Over the last seven years, however, a sickness had spread through Elrok society. Grimfaeth had abandoned a united people without word or warning. Elrok tradition demanded that as long as the ruler of the clan still lived, and had not abdicated, there could be no other ruler.
Bradeth understood all of these conditions, and, for the sake of her people she would do everything in her power to change them. If this meant climbing on rooftops in Pentalus to avoid detection, she would do it. If it meant investigating the demons and the Knights who fought them, she would be a shadow on the wall until she learned all she needed to know.

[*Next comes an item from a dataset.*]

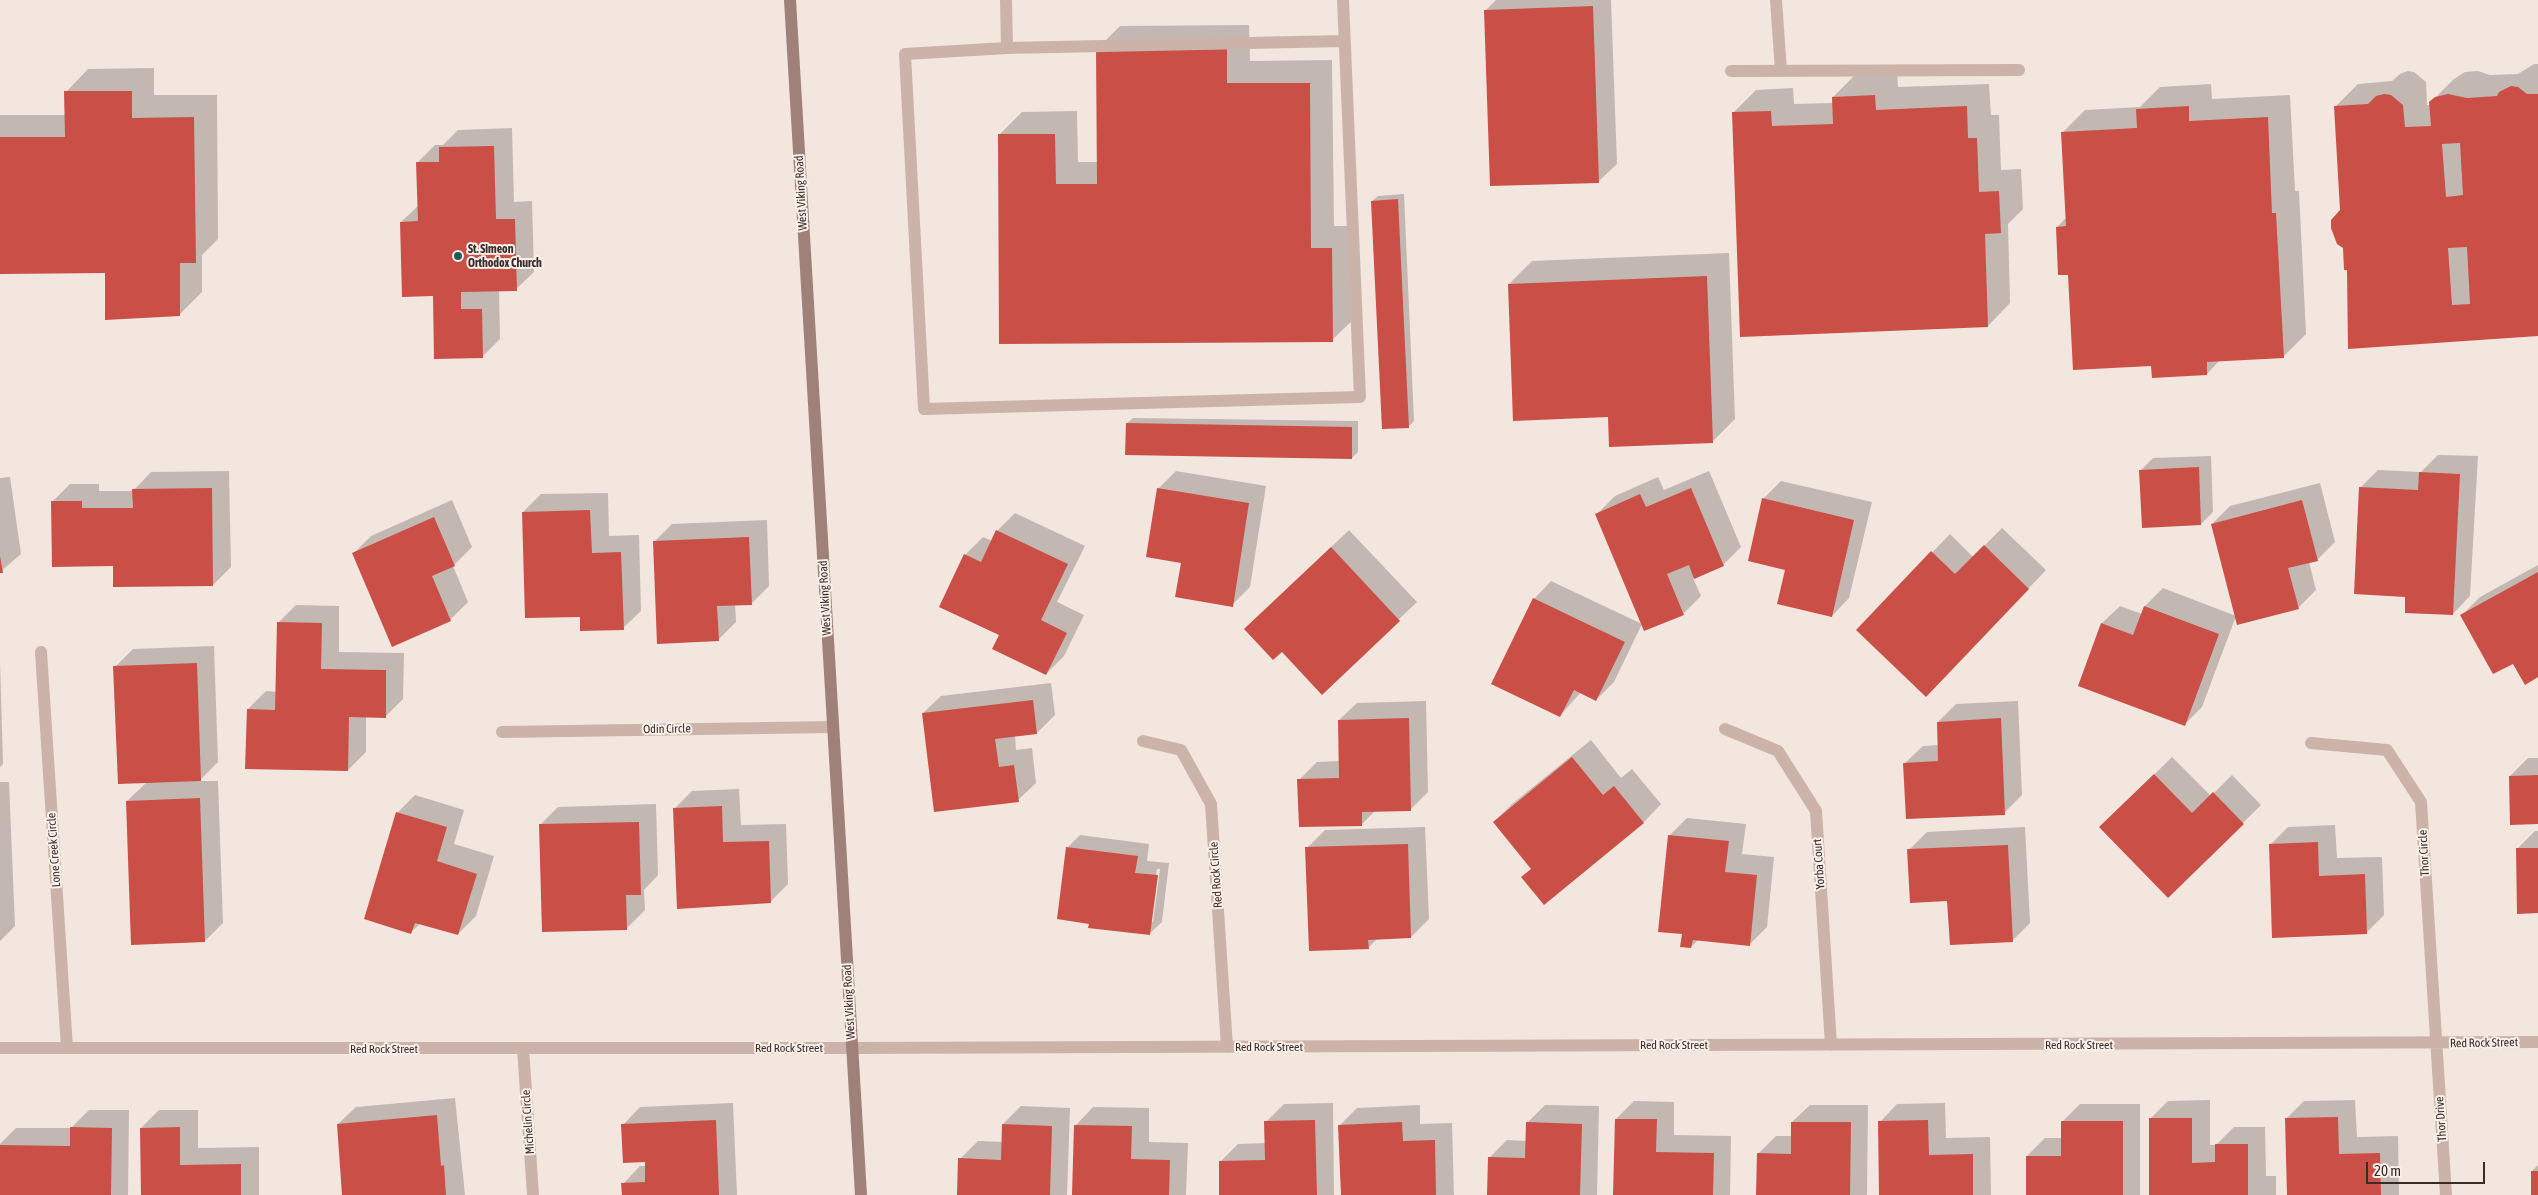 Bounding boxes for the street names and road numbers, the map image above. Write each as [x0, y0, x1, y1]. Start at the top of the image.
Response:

It hadn't taken her long to hear the townsfolk below her speak of the great battle that had erupted just a few days earlier. The huge, fiery demon had burned its memory into the minds of the citizens. The event remained fresh in their minds, and with little else to talk about, remained the most common and interesting topic of conversation. It would not remain this way forever, and already details had begun to fade, but some still spoke as if they were telling the story for the first time.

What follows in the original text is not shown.